Fergus Craig says, “As prospective underwriters of healthcare cover to mind the NHS gap, we are pleased that the government has recognised that good clinical governance - with effective continuity of care and coordination between NHS and private providers - is imperative if patients are to make the most of the choices available to them. Clarity of patients' entitlement to NHS care is critical for successful implementation of the top up guidance and it is reassuring to see that the NHS in England has now enshrined this right in its recently published constitution.”
The insurer is calling for primary care trusts and hospital trusts to publish, in a readily accessible form, which treatments they will pay for and which ones patients will have to pay for themselves. To give the new policy teeth, implementation and monitoring should be overseen by the NHS' strategic health authorities and findings published to enable patients to see for themselves whether it is being fairly and effectively applied.
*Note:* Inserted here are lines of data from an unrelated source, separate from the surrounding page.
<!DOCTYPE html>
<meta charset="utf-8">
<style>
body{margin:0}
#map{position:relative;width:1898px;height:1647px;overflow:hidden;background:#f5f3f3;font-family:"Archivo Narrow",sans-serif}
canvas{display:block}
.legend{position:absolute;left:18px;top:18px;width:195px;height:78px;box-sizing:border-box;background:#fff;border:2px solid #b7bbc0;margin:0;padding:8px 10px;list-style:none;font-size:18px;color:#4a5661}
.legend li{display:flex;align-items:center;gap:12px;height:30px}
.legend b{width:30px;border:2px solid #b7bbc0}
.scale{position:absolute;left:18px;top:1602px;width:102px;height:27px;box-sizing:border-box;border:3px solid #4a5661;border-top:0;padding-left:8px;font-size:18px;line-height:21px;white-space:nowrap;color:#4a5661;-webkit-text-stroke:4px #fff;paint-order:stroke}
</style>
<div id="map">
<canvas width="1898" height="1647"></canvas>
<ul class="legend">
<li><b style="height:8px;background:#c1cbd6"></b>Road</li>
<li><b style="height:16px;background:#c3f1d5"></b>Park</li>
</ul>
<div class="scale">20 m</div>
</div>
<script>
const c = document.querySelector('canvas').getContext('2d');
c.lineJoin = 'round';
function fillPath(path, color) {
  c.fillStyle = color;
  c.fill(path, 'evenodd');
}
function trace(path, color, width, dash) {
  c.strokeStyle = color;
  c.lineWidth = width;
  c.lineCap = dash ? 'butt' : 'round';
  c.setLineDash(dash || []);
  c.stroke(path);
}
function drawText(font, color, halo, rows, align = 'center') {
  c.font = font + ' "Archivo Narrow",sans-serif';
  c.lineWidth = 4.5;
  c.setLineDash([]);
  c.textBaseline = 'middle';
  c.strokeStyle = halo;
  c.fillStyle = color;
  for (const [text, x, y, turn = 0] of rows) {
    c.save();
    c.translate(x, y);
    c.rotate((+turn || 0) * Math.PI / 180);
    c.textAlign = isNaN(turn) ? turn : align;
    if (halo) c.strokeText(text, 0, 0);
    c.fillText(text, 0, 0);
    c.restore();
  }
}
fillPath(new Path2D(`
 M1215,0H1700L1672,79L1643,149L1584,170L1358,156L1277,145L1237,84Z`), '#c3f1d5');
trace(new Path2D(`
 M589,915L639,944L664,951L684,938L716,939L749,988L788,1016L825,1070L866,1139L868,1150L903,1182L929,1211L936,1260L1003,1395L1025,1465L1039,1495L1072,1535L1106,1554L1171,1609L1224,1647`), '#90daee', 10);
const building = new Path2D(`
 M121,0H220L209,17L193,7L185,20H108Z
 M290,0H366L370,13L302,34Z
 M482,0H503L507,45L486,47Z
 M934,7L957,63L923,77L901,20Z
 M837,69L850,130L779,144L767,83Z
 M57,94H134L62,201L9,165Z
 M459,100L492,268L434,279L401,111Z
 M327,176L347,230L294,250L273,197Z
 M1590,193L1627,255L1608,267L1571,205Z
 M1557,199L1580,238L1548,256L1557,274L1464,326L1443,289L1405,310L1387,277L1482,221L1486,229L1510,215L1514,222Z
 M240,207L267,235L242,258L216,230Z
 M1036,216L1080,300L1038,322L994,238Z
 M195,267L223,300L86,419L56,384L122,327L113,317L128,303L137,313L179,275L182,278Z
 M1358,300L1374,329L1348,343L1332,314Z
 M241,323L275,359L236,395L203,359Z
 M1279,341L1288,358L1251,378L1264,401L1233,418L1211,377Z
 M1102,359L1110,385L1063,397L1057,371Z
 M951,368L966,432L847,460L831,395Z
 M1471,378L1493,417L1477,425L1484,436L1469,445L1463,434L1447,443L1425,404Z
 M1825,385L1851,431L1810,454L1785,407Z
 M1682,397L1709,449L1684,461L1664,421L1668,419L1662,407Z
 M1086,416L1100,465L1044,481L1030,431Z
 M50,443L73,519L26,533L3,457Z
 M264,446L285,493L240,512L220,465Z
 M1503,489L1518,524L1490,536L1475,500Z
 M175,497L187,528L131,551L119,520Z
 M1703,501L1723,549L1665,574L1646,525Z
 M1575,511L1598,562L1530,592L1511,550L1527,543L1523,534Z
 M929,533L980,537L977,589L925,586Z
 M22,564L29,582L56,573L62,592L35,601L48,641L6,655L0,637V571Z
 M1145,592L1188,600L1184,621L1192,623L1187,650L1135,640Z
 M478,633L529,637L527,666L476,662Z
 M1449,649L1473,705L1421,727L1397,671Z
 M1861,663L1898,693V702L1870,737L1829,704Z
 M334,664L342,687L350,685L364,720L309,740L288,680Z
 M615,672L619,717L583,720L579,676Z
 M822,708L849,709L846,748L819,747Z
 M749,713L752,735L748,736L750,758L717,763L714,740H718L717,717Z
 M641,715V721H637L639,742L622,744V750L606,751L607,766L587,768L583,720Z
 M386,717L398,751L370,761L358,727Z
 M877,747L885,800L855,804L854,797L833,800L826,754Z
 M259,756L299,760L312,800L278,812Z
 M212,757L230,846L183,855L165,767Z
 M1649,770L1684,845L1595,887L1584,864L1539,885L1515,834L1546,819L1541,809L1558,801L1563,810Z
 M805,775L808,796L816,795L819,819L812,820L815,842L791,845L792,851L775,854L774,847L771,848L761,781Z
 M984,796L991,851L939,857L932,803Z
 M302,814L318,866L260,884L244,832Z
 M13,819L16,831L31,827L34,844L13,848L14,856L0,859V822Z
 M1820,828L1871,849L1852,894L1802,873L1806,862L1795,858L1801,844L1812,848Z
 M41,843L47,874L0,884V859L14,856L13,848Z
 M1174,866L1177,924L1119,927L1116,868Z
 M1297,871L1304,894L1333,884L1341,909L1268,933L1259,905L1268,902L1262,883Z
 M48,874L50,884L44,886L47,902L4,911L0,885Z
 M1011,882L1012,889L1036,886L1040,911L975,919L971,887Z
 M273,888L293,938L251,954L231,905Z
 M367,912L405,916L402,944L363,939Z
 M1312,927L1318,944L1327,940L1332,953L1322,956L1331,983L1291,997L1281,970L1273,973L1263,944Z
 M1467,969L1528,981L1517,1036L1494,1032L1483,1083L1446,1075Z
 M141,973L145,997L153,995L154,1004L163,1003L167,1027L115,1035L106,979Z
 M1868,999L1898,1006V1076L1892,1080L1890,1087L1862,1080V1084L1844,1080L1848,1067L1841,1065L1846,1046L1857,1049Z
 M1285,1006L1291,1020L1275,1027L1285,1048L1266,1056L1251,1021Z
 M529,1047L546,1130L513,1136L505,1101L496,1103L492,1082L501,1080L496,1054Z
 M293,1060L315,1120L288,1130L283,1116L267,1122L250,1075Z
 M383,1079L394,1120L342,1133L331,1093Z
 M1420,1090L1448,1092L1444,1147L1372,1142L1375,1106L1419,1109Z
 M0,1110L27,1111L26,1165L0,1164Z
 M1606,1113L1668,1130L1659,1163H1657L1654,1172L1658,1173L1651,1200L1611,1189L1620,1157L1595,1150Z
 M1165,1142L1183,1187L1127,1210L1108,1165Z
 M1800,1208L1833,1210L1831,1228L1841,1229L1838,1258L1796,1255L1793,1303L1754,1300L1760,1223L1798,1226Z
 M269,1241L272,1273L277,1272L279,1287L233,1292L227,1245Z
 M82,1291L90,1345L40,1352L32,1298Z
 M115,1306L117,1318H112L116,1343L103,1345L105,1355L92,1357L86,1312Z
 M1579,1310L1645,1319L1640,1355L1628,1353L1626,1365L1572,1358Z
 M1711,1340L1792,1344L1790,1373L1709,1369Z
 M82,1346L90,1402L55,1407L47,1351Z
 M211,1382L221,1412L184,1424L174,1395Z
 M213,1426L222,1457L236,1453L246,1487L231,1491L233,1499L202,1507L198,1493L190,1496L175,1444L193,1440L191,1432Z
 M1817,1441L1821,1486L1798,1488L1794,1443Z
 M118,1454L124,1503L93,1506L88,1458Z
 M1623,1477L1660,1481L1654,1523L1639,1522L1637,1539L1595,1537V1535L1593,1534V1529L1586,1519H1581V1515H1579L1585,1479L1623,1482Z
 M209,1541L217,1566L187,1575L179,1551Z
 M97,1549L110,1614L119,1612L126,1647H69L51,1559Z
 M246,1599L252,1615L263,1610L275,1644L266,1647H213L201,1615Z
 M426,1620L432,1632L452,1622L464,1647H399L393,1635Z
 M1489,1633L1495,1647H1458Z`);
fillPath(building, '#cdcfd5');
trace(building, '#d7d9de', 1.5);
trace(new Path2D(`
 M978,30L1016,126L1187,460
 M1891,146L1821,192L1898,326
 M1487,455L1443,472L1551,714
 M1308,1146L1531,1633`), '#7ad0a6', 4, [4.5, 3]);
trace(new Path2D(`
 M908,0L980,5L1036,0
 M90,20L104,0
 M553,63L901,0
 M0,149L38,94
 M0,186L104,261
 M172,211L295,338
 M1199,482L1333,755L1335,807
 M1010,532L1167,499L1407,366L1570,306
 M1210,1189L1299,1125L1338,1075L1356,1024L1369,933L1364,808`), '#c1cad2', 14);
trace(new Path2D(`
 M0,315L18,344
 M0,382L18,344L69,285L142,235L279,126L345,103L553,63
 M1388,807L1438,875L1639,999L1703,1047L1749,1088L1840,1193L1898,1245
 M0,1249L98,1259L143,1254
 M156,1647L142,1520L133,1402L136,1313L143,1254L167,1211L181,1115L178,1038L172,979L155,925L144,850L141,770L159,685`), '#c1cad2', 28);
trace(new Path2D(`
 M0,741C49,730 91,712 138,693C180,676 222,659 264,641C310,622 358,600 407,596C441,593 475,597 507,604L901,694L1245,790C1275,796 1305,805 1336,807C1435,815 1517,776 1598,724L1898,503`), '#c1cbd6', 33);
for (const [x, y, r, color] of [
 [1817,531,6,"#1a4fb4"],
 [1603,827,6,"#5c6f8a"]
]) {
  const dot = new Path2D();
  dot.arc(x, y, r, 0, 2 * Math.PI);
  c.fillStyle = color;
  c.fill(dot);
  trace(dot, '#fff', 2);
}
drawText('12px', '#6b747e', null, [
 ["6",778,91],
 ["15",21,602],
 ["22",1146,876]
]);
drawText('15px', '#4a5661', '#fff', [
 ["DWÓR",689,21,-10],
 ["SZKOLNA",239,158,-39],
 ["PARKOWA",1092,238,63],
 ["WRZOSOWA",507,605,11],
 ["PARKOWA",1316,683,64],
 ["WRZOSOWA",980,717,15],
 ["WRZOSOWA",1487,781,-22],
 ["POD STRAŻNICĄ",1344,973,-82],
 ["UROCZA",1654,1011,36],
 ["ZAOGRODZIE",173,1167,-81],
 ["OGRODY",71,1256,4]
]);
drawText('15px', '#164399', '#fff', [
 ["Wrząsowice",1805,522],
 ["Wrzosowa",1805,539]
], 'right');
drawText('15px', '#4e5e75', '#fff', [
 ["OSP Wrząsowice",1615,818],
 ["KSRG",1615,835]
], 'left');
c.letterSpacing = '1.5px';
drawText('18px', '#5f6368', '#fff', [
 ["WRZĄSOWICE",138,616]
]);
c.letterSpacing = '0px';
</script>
Conflicts of interest are a potential concern as both NHS hospital trusts and treating doctors stand to generate additional revenue by treating patients in their private facilities. To help to address this, consideration should be given to providing patients with ready access to second opinions and to the findings of independent expert reports to help them to make informed decisions about their treatment.
Protection of patients needs to be strong to ensure they are not drawn into paying for care to which they are entitled under the NHS. This is important as, in practice, patients may have little or no real choice over their care provider and be poorly placed to negotiate prices. Moreover, as patients’ charges are likely to vary throughout the country, this ‘market' should be regulated, with the Department of Health introducing a national tariff for NHS private care based on the cost of provision - not at what the market would bear.
The insurer appreciates the government's concern that NHS and privately funded care should be kept separate to avoid inappropriate cross subsidy. However, too rigid adherence to the principle of clinical apartheid may result in untoward consequences for sick and vulnerable patients, such as being subjected to unnecessarily inconvenient or wearying treatment regimes. Similarly needless duplication and cost of blood tests and scans to monitor patient progress should also be avoided, and care providers allowed to share test results irrespective of whether they were NHS or privately funded.
Fergus Craig concludes, “We welcome the Department of Health's decision to allow patients to complement their NHS treatment and privately funded care. It is a big step in the right direction of giving patients greater choice over their healthcare provision and I am confident that the obstacles highlighted above can be successfully overcome.”